Agir sur son périmètre de responsabilité
Selon l'Ademe, pour atteindre la neutralité carbone, il est donc nécessaire d’agir sur deux leviers : la séquestration du CO2 dans des puits biologiques ou technologiques et surtout, en priorité, la réduction des émissions de gaz à effet de serre (GES) "Les actions pour protéger les stocks existants dans les forêts et les sols et favoriser leur augmentation sont également à prioriser, notamment par rapport aux puits technologiques dont la mise en œuvre est plus coûteuse, consommatrice d’énergie et incertaine, conseille-t-elle. En respectant des bonnes pratiques, favoriser la séquestration de carbone dans les écosystèmes génère également des cobénéfices environnementaux comme la protection de la biodiversité et la qualité des sols."

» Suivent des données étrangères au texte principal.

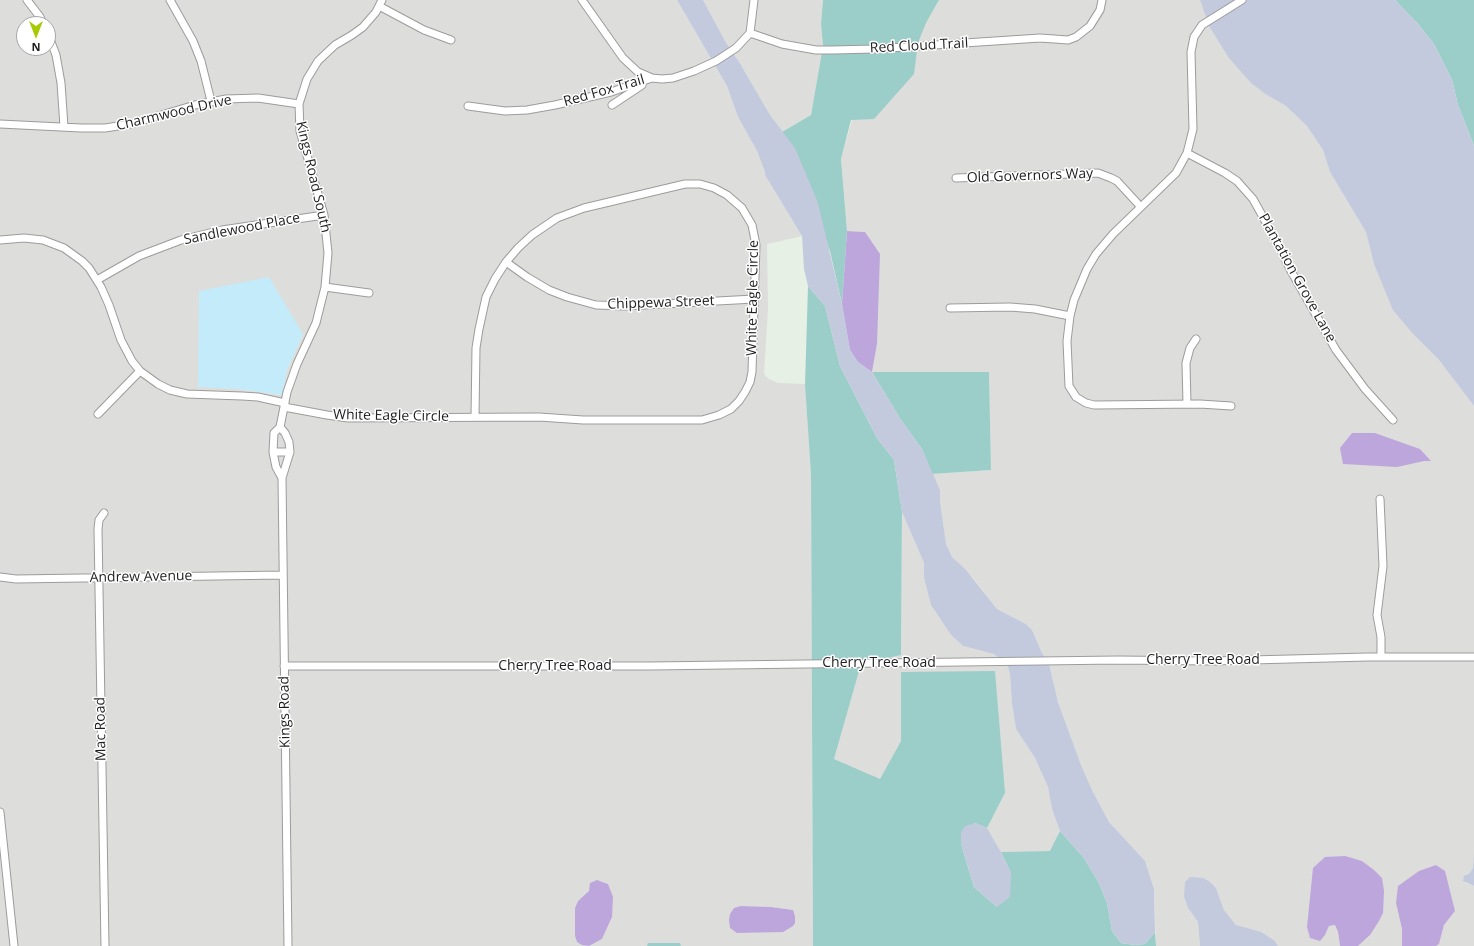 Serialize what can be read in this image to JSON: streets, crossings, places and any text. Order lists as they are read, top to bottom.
{
  "streets": {
    "street": [
      "Red Cloud Trail",
      "Red Fox Trail",
      "Charmwood Drive",
      "Old Governors Way",
      "Kings Road South",
      "Sandlewood Place",
      "Plantation Grove Lane",
      "White Eagle Circle",
      "Chippewa Street",
      "Andrew Avenue",
      "Cherry Tree Road",
      "Kings Road",
      "Mac Road"
    ]
  },
  "crossings": [
    ["Red Cloud Trail", "Red Fox Trail"],
    ["Charmwood Drive", "Kings Road South"],
    ["Kings Road South", "Sandlewood Place"],
    ["Kings Road South", "White Eagle Circle"],
    ["Kings Road South", "Kings Road"],
    ["White Eagle Circle", "Chippewa Street"],
    ["White Eagle Circle", "Kings Road"],
    ["Andrew Avenue", "Kings Road"],
    ["Andrew Avenue", "Mac Road"],
    ["Cherry Tree Road", "Kings Road"]
  ],
  "north": "bottom"
}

"Agir pour la neutralité carbone consiste à se mobiliser sur le long terme, avec la mise en œuvre d’une action régulière et en progrès continu", poursuit l'agence qui conseille à l’ensemble des acteurs" (organisations, territoires et citoyens) de s'engager sur leur propre périmètre de responsabilité, c’est-à-dire sur lequel leur activité induit un impact sur la réduction des émissions de GES, qu’il soit direct ou indirect.

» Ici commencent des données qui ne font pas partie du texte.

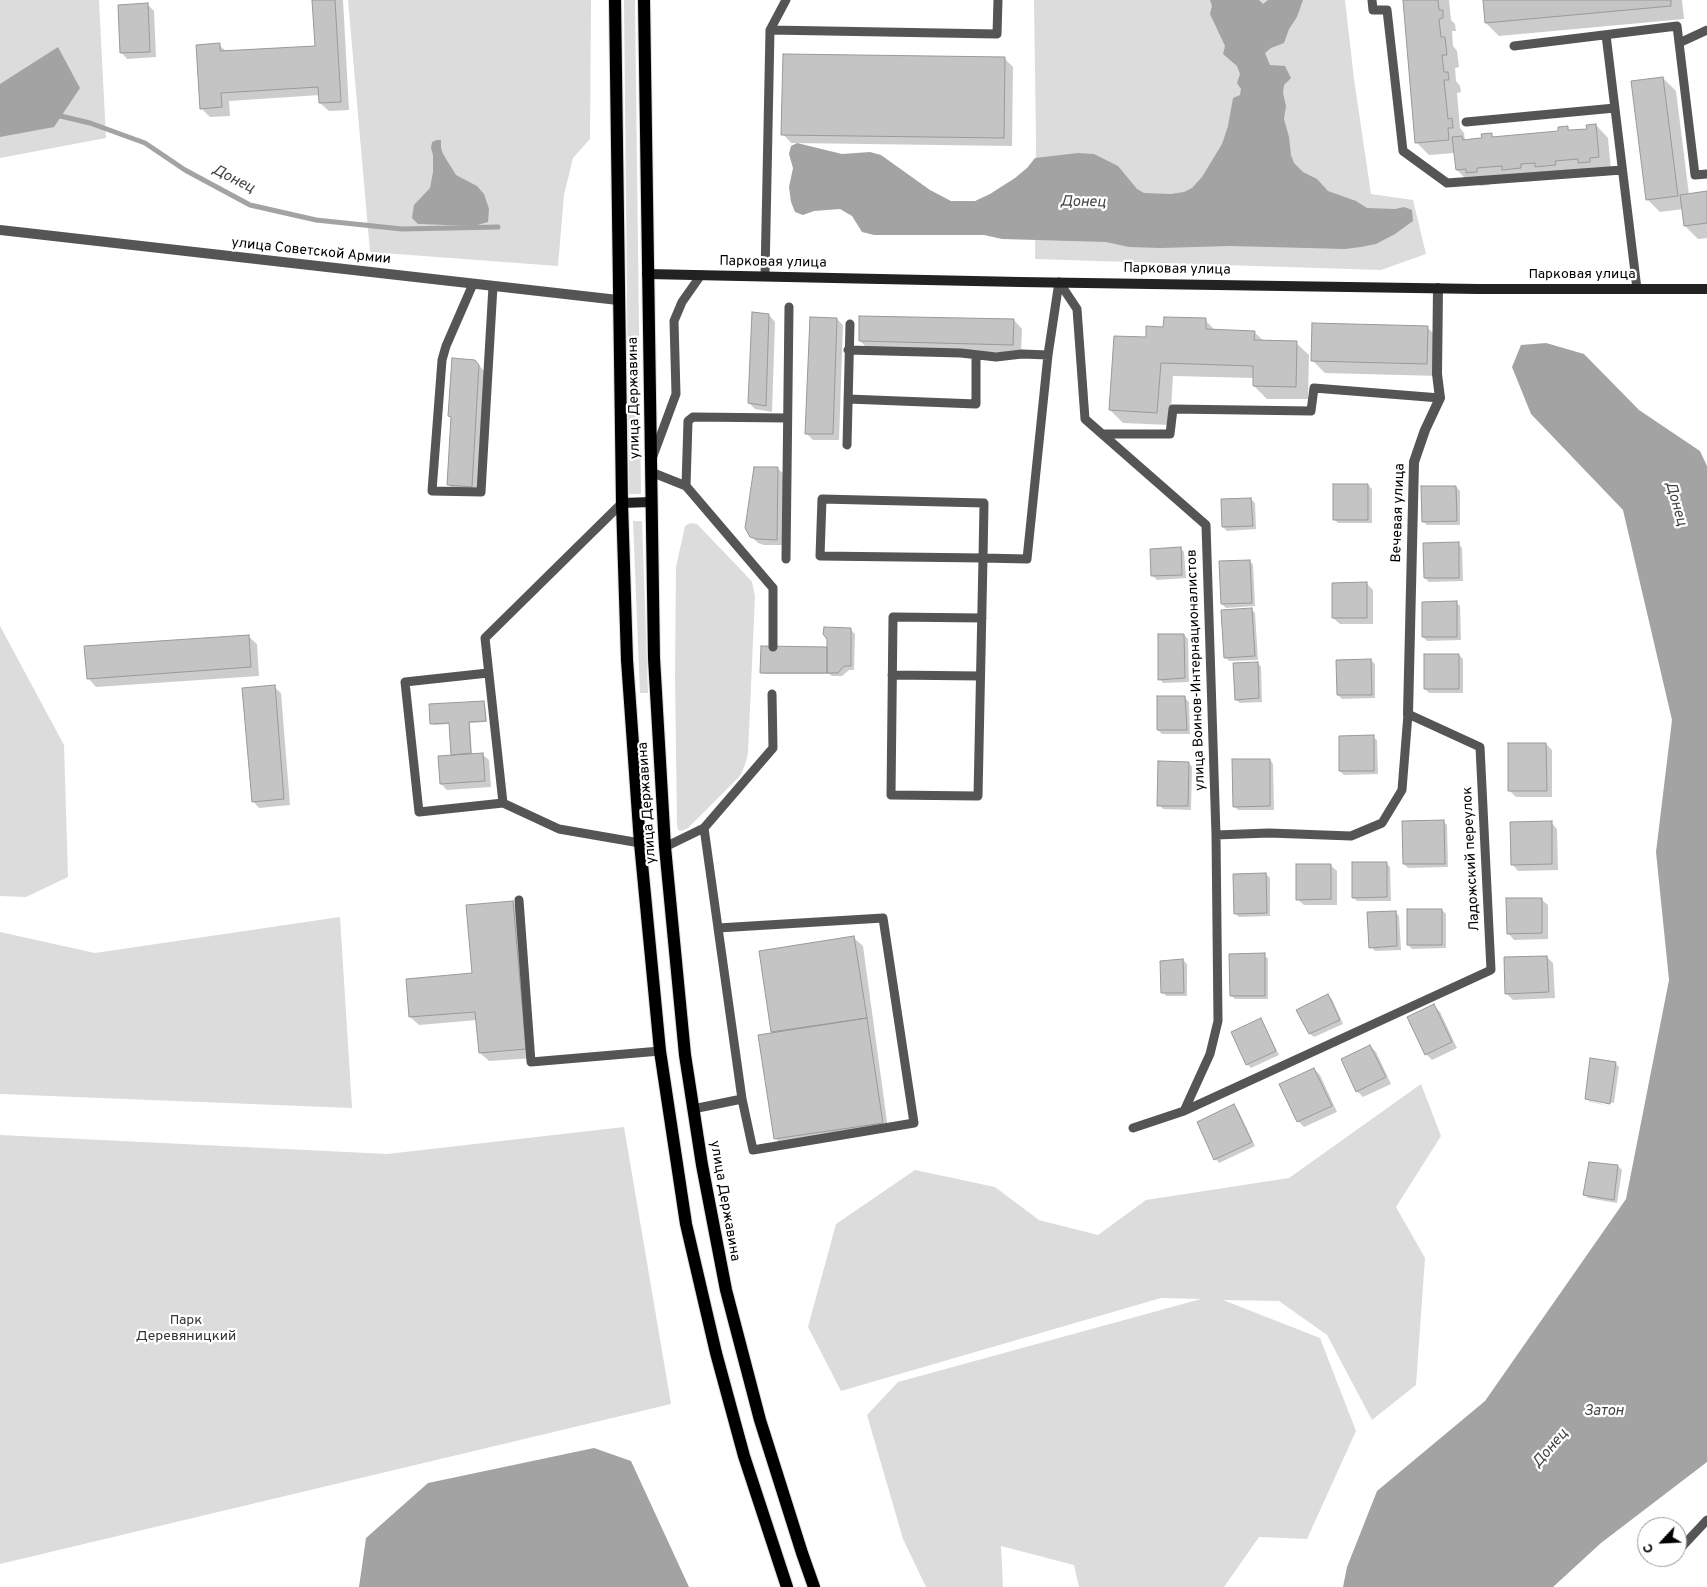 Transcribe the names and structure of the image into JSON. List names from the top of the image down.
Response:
{
  "streets": {
    "main road": ["улица Державина"],
    "street": ["улица Советской Армии", "Парковая улица", "Вечевая улица"],
    "lane": ["улица Воинов-Интернационалистов", "Ладожский переулок"]
  },
  "crossings": [
    ["улица Советской Армии", "улица Державина"],
    ["Парковая улица", "улица Державина"],
    ["Парковая улица", "улица Воинов-Интернационалистов"],
    ["Вечевая улица", "Ладожский переулок"],
    ["улица Воинов-Интернационалистов", "Ладожский переулок"]
  ],
  "water": ["Донец", "Затон"],
  "parks": ["Парк Деревяницкий"],
  "north": "bottom left"
}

Pour un territoire, par exemple, "réduire drastiquement ses émissions GES, directes et indirectes, qu’elles soient fossiles ou biogéniques, se traduit par la mise en place d’actions sur son propre patrimoine et ses compétences, gérées par les collectivités qui les composent, l’animation des acteurs économiques pour qu’ils s’intègrent dans la dynamique territoriale de réduction, et d’apporter aux citoyens les solutions à mettre en œuvre pour réduire leurs modes de consommation", illustre-t-elle. Au regard de l’objectif mondial de neutralité, poursuit-elle, "il est primordial que la stratégie des territoires implique également une vision d’empreinte carbone, c’est-à-dire tenant compte de l’ensemble des émissions induites par les activités du territoire (déplacements des citoyens, activités des entreprises, consommation des ménages, etc.), que celles-ci aient lieu sur ce même territoire ou en dehors."
À l'échelle d'un territoire, la définition d'une stratégie d’augmentation des stocks et puits carbone devra tenir compte des différents usages de la biomasse (alimentaire, bioénergies, produits biosourcés, etc.) pour s’assurer que les activités actuelles et à venir n’impactent pas déjà négativement les stocks et puits de carbone des écosystèmes du territoire ou en dehors. Elle devra ainsi être construite de manière à assurer la pérennité des puits. "Par exemple, pour les forêts, il s’agit d’assurer une gestion durable (…) en promouvant des bonnes pratiques sylvicoles garantissant la protection de la biodiversité et des sols, d’accompagner la restauration des forêts dégradées, de promouvoir le boisement sur des friches et de prioriser l’utilisation du bois dans des produits à longue durée de vie", détaille l'Ademe.